Deal on broad strokes paves way for resumption of bailout talks

Representatives of Greece and its international creditors meeting in Malta on Friday agreed on the broad strokes of an agreement to conclude a stalled bailout review, paving the way for foreign auditors to return to Athens.

The measures will include pension cuts in 2019 worth 1 percent of gross domestic product, and an increase in tax revenues in 2020 worth another 1 percent to be raised by increasing the tax-free threshold. In total, the measures are worth 3.6 billion euros.

Finance Minister Euclid Tsakalotos admitted the deal was not ideal. “There are things that will not satisfy us, and there are things that satisfy us,” he said. “It is in the nature of every agreement for there to be compromises and things that will upset not generally the negotiating team but the Greek people.”

Tsakalotos said the measures for 2019 will be legislated in the coming weeks, along with countermeasures to alleviate austerity. The countermeasures, however, will only be implemented if Greece meets its fiscal targets.

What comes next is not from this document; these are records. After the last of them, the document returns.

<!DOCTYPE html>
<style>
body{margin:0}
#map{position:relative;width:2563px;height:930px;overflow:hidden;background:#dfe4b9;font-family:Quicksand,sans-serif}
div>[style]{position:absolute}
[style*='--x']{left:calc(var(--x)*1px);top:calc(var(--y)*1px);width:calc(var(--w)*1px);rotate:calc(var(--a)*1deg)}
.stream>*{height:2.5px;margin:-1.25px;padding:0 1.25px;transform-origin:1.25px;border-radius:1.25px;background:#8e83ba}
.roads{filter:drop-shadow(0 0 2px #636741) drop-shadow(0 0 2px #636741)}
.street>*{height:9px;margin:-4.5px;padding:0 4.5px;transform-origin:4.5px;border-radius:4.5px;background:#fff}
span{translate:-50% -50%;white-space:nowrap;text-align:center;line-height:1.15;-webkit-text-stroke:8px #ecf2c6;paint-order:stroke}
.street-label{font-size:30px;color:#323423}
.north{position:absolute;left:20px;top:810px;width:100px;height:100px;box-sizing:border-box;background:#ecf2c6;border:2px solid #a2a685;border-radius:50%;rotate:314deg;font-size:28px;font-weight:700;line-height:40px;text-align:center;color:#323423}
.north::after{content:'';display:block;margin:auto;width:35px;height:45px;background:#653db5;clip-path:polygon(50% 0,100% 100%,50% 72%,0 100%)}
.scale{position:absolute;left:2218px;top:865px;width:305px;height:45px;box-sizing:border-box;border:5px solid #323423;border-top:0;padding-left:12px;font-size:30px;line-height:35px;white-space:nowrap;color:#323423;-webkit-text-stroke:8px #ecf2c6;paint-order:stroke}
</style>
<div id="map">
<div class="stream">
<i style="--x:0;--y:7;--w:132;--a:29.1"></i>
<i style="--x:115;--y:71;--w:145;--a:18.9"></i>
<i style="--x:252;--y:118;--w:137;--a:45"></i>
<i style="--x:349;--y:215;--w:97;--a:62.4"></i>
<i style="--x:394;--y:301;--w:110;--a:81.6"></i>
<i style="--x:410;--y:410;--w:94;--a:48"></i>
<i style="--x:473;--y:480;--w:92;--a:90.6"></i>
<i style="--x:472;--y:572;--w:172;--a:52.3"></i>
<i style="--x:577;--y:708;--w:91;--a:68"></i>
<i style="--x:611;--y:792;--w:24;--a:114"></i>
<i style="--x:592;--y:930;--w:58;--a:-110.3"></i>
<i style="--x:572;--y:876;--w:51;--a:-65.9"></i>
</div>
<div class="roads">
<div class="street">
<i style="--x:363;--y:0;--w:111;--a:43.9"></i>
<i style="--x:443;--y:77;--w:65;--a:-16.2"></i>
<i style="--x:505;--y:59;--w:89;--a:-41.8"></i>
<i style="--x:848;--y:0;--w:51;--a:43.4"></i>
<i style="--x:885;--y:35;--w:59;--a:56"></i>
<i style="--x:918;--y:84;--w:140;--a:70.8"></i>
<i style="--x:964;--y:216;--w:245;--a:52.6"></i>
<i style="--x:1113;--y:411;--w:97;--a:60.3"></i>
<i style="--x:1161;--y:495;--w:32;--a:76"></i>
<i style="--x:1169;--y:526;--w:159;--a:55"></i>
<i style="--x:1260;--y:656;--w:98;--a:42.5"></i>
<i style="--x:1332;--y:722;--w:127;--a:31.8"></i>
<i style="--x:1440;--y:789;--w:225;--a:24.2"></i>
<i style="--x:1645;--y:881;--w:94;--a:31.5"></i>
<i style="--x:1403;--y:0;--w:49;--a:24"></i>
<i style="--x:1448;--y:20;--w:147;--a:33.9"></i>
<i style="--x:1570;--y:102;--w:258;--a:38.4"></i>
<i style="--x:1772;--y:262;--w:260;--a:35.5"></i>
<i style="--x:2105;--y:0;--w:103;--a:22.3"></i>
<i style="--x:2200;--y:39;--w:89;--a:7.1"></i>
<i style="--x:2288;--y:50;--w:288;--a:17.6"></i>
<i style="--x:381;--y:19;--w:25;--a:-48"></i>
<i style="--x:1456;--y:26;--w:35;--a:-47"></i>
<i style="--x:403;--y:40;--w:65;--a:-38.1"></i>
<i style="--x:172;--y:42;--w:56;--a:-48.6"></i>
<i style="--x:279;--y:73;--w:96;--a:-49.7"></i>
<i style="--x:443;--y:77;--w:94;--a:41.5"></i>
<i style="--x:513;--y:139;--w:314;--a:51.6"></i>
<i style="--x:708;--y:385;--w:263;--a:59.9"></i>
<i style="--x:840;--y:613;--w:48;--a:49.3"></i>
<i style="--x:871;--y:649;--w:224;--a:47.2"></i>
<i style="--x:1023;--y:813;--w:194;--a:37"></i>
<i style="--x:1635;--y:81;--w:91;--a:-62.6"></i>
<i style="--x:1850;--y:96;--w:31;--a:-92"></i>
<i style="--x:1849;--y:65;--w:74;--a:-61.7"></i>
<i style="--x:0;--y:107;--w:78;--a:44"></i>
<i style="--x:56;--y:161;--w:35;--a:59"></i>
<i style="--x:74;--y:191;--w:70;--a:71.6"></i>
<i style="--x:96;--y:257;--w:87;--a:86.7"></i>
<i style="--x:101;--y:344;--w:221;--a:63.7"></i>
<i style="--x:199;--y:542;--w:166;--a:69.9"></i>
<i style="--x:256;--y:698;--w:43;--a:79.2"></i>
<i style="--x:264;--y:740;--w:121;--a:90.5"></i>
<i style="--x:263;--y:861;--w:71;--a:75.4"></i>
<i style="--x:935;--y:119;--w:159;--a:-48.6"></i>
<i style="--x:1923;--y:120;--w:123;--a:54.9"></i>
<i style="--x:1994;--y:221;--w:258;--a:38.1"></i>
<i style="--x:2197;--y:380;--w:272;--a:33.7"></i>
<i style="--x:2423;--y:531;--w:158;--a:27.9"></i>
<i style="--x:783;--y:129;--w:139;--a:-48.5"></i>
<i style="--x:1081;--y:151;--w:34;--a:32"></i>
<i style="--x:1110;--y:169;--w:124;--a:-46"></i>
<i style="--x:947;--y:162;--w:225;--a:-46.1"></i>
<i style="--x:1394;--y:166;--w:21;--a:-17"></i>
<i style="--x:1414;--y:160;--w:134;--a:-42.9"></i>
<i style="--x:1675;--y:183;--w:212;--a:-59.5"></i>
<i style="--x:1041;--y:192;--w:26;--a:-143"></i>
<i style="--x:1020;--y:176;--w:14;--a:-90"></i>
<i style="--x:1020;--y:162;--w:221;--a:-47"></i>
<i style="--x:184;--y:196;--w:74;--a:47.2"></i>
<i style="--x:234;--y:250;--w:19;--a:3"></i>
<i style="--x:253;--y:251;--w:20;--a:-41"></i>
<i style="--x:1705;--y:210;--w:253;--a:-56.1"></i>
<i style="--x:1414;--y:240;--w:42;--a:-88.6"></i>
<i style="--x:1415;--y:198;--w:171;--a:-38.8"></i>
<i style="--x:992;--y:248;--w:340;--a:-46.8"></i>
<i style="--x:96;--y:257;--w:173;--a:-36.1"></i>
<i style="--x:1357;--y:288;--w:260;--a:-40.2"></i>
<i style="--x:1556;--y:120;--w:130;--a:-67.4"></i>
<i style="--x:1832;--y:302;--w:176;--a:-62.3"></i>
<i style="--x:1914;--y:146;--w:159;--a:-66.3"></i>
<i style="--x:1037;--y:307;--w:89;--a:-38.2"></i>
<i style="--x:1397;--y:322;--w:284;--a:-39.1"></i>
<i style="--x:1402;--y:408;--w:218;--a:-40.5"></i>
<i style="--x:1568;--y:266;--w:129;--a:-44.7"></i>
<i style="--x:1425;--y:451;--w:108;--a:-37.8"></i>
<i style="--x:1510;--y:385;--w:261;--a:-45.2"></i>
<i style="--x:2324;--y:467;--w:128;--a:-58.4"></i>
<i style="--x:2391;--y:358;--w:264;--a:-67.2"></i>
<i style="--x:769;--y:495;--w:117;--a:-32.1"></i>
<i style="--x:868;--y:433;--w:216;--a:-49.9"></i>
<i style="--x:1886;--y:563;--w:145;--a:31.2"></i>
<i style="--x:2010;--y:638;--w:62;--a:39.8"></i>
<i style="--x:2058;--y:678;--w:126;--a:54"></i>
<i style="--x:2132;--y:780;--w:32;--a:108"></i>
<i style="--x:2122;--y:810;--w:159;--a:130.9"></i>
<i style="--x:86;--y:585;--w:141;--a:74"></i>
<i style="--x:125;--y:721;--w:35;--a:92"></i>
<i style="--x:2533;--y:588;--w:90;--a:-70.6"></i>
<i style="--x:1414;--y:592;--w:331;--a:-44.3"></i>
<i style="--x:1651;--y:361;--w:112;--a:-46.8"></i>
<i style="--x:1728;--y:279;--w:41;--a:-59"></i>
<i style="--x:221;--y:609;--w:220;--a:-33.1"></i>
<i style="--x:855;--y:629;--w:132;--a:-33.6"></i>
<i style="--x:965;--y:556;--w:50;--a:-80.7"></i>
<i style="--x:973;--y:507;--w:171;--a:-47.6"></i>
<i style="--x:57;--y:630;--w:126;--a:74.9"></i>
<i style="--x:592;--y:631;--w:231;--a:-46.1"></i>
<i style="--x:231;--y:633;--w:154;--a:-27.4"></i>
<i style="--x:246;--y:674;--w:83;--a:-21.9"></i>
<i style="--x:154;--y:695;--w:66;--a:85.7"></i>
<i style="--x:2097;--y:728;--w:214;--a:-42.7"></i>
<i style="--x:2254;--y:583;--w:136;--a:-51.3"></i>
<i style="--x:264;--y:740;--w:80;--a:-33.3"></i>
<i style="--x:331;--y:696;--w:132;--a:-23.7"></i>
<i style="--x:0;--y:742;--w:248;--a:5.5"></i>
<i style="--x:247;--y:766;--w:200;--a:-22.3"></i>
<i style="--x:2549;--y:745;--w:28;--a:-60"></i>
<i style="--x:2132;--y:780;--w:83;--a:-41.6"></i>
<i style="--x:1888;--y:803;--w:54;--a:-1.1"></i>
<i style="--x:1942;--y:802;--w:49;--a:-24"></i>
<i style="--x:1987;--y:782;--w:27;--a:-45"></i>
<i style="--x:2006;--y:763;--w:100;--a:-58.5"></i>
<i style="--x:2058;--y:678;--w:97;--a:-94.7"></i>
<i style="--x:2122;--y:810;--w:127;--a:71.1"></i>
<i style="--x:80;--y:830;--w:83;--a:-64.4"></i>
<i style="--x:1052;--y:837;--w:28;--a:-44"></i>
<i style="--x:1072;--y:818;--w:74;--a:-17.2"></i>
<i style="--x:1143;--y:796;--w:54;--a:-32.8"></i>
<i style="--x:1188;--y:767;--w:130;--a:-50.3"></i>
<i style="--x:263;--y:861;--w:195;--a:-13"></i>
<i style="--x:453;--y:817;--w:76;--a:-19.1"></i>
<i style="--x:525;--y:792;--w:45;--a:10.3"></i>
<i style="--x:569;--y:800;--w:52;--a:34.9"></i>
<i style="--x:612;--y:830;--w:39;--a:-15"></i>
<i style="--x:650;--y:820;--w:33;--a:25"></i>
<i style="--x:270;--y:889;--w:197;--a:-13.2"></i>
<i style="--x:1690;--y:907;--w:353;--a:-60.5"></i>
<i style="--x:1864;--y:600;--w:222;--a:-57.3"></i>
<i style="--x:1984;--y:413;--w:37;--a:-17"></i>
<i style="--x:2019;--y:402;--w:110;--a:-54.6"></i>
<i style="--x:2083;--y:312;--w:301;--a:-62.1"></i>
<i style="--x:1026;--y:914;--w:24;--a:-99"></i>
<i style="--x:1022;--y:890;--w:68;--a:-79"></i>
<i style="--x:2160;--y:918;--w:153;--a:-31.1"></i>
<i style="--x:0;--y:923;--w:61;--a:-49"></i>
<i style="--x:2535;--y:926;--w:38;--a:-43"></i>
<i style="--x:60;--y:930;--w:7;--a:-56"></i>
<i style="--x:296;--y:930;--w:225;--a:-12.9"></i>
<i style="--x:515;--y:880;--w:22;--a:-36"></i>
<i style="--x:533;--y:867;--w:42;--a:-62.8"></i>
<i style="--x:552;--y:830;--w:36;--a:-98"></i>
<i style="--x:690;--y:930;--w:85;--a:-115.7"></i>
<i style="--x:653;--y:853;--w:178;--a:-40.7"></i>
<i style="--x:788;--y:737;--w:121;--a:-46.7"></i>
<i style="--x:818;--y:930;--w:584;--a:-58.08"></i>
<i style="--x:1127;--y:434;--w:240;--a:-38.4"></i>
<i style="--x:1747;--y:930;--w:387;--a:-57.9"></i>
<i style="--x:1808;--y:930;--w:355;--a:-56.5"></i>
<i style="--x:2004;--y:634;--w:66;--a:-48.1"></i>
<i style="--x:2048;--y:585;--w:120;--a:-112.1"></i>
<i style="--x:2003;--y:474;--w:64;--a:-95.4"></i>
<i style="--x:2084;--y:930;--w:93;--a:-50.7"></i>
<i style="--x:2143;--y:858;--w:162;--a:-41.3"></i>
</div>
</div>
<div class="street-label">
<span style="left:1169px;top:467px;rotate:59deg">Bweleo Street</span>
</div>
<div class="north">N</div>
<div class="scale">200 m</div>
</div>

Another major concession made by Greece was accepting that the International Monetary Fund will decide in 2018 whether the Greek economy is on track to enforce tax measures slated for 2020 as planned or whether those hikes should be brought forward to 2019, an election year.

Eurogroup President Jeroen Dijssebloem played up the positive side of Friday’s deal: that bailout monitors can return to Athens. Envoys are expected to return after Greek Easter later this month.

“The big blocks have now been sorted out and that should allow us to speed up and go for the final stretch,” Dijsselbloem said. Once a broad deal is reached in coming weeks, Dijsselbloem said, officials will be able to turn to Greece’s medium-term budget targets and further debt relief.

Back in Athens, officials sought to play up the fact that the impasse in talks had been overcome, putting Greece back on course to receive crucial loans in the summer and for induction into the European Central Bank’s quantitative easing program.

Opposition New Democracy said the government had failed. “So many lost months cost the economy billions only for the government to cynically admit that it is cutting pensions and reducing the tax-free threshold,” ND said.